Asch A S, Silbiger S, Heimer E, Nachman R L
Specialized Center for Research in Thrombosis, Cornell University Medical College, New York, NY 10021.
Biochem Biophys Res Commun. 1992 Feb 14;182(3):1208-17. doi: 10.1016/0006-291x(92)91860-s.
To clarify the role of CD36 as a TSP receptor and to investigate the mechanisms of the TSP-CD36 interaction, transfection studies were performed using CD36-cDNA in a CDM8 plasmid. Jurkat cells transfected with CD36 cDNA express an 88kD membrane surface protein and acquire the ability to bind thrombospondin. The TSP amino acid sequence, CSVTCG, mediates the interaction of thrombospondin with CD36. CD36 transfectants but not control transfectants bind radiolabeled tyrosinated peptide (YCSVTCG). The hexapeptide inhibits thrombospondin expression on activated human platelets and results in diminished platelet aggregation. CSVTCG-albumin conjugates support CD36-dependent adhesion of tumor cells. We conclude that the CSVTCG repeat sequence is a crucial determinant of CD36 thrombospondin binding.

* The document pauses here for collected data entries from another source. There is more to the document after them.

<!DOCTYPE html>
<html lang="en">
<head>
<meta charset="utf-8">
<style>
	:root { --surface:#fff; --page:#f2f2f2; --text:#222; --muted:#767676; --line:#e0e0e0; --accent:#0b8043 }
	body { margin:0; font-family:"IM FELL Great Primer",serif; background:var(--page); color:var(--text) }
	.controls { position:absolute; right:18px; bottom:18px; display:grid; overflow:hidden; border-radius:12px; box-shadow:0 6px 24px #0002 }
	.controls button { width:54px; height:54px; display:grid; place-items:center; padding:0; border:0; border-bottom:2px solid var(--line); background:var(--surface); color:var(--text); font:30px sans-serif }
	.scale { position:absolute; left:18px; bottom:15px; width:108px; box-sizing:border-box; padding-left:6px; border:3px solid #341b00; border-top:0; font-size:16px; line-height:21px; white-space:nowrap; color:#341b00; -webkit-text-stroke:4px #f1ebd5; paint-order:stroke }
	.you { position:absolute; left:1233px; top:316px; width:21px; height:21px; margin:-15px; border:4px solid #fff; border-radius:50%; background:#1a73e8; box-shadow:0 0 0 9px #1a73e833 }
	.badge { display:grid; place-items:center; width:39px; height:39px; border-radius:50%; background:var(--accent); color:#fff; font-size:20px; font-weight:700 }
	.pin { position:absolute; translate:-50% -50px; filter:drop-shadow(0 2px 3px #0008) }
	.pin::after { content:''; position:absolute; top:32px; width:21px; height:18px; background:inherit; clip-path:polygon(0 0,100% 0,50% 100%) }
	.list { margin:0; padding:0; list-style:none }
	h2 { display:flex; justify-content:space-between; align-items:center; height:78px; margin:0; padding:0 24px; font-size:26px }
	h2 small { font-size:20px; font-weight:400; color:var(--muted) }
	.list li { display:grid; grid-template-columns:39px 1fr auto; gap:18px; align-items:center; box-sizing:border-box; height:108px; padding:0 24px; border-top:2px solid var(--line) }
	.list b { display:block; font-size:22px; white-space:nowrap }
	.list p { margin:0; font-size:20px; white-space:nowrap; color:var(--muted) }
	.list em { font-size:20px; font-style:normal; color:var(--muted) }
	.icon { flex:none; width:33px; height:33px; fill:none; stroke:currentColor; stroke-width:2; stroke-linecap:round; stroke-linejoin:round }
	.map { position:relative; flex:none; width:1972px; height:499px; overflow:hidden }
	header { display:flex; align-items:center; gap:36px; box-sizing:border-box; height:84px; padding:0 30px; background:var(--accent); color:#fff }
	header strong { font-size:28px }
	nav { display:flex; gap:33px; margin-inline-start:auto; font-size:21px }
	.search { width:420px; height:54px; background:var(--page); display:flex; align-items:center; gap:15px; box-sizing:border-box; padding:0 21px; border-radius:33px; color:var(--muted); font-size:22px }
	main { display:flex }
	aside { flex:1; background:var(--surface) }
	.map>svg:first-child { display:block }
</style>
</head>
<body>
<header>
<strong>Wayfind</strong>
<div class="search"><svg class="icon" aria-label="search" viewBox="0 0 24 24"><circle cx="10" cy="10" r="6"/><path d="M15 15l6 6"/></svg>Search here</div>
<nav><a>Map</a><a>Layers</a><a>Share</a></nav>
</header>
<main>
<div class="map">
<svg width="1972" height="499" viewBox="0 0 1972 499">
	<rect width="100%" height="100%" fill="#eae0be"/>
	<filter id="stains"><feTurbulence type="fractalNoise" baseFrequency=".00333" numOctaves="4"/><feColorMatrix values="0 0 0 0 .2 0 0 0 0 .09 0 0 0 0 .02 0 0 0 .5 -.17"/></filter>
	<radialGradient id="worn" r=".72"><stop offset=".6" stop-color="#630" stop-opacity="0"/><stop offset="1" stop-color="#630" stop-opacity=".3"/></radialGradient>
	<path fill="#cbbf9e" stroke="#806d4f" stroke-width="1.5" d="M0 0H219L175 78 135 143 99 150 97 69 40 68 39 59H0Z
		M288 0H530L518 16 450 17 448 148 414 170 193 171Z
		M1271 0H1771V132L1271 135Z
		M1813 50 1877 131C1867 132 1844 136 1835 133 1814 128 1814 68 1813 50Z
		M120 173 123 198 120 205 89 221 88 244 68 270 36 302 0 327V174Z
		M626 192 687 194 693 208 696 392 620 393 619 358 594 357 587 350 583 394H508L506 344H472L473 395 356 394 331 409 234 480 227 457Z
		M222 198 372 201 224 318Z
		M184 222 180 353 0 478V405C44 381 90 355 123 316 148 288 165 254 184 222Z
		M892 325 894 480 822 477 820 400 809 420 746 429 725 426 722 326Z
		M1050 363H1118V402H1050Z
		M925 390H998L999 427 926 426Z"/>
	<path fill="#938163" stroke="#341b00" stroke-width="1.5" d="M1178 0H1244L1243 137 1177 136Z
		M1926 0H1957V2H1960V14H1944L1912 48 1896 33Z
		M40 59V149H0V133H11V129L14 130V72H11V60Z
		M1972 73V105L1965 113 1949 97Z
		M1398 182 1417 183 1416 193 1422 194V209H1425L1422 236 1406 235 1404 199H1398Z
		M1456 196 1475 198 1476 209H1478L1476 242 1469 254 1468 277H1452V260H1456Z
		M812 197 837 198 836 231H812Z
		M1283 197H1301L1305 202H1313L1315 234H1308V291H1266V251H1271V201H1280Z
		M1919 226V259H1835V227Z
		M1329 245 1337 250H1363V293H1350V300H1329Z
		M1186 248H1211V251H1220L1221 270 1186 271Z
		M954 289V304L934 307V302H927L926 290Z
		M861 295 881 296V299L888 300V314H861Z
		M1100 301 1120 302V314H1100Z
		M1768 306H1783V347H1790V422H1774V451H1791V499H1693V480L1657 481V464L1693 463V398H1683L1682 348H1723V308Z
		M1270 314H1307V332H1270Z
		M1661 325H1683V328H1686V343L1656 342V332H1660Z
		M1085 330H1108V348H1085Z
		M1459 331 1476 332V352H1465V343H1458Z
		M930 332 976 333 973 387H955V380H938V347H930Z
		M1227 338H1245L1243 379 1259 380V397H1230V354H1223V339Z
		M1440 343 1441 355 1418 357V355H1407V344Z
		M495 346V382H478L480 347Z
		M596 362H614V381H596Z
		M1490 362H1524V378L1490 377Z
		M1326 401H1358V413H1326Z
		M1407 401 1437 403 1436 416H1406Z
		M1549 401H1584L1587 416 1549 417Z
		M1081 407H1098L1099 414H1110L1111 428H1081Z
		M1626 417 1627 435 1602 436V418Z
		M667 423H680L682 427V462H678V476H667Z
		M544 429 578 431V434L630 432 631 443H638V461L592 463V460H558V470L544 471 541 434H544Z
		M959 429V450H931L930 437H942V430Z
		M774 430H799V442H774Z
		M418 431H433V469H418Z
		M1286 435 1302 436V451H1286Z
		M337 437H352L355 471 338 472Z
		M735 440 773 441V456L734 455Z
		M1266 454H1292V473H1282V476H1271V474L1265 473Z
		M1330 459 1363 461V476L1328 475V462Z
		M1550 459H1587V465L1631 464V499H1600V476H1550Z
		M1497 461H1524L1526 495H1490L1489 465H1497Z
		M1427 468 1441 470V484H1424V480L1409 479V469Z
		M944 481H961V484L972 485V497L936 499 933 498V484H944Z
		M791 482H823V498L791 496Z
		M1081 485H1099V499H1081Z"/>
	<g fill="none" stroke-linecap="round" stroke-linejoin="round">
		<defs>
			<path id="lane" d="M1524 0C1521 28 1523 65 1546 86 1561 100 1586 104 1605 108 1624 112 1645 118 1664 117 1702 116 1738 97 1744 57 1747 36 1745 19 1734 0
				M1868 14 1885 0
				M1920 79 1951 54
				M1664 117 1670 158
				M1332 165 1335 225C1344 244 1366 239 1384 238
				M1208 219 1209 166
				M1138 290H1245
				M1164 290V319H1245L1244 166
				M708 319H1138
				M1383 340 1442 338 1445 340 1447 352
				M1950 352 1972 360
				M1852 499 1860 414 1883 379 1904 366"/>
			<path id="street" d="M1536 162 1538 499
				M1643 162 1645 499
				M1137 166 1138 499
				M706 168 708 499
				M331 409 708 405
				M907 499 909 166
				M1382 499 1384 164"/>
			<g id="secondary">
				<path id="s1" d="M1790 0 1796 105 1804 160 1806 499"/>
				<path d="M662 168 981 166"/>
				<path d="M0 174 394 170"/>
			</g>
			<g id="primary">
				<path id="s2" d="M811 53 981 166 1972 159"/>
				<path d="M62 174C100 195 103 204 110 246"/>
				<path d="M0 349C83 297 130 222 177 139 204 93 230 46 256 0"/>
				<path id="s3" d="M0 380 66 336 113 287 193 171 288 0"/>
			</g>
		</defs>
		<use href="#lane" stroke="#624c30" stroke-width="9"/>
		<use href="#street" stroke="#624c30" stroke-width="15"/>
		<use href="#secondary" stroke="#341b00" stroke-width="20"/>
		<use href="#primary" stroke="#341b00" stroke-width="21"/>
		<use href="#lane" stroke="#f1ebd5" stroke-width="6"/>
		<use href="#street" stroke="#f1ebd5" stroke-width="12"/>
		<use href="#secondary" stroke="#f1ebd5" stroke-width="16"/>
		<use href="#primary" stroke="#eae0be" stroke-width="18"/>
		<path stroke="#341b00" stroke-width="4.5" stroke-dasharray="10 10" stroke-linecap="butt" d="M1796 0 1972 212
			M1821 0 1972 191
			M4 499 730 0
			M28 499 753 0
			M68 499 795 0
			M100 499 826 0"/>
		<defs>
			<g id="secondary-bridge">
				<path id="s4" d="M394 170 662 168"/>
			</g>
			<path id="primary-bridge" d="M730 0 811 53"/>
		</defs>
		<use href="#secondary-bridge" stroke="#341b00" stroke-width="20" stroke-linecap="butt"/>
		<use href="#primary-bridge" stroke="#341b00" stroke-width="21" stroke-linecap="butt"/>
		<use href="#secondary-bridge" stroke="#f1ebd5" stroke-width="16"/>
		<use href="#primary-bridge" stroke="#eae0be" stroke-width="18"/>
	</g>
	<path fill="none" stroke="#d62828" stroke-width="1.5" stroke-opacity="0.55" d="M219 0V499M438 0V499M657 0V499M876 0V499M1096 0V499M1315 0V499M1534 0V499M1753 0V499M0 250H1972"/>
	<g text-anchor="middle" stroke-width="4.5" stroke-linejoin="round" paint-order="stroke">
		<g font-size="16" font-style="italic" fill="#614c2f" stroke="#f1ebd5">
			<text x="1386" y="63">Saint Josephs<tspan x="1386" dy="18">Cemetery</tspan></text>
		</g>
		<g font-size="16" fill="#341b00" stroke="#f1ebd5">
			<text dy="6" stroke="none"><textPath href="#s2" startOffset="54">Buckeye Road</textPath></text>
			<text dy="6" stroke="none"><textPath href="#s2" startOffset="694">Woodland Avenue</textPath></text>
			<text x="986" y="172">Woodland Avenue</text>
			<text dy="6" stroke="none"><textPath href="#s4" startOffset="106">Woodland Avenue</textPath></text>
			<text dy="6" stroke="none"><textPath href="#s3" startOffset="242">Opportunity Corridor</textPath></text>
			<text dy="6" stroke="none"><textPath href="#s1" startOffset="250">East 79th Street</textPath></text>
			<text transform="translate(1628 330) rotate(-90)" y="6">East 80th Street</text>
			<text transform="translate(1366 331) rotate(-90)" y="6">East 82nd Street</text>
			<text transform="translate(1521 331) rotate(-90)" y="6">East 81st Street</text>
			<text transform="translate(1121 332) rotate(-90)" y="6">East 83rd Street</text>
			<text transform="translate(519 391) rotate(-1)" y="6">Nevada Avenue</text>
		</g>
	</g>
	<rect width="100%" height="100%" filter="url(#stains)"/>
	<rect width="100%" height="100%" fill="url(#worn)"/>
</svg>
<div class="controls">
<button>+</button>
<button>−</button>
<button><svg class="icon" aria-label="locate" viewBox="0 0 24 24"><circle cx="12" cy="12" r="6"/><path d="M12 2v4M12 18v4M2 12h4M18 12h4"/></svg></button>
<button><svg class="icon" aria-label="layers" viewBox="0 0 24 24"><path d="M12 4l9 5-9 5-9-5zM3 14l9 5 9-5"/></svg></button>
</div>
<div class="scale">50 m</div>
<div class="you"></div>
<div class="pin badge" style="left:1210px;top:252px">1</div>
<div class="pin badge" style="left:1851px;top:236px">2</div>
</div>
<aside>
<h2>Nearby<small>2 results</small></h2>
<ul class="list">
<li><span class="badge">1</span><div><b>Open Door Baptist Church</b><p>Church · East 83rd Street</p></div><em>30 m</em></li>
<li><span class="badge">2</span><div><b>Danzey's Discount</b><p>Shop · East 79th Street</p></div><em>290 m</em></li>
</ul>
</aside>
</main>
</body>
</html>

为阐明CD36作为血小板反应蛋白(TSP)受体的作用,并研究TSP与CD36相互作用的机制,使用CDM8质粒中的CD36 - cDNA进行了转染研究。用CD36 cDNA转染的Jurkat细胞表达一种88kD的膜表面蛋白,并获得结合血小板反应蛋白的能力。TSP的氨基酸序列CSVTCG介导血小板反应蛋白与CD36的相互作用。CD36转染细胞而非对照转染细胞能结合放射性标记的酪氨酸化肽(YCSVTCG)。该六肽抑制活化的人血小板上血小板反应蛋白的表达,并导致血小板聚集减少。CSVTCG - 白蛋白缀合物支持肿瘤细胞的CD36依赖性黏附。我们得出结论,CSVTCG重复序列是CD36与血小板反应蛋白结合的关键决定因素。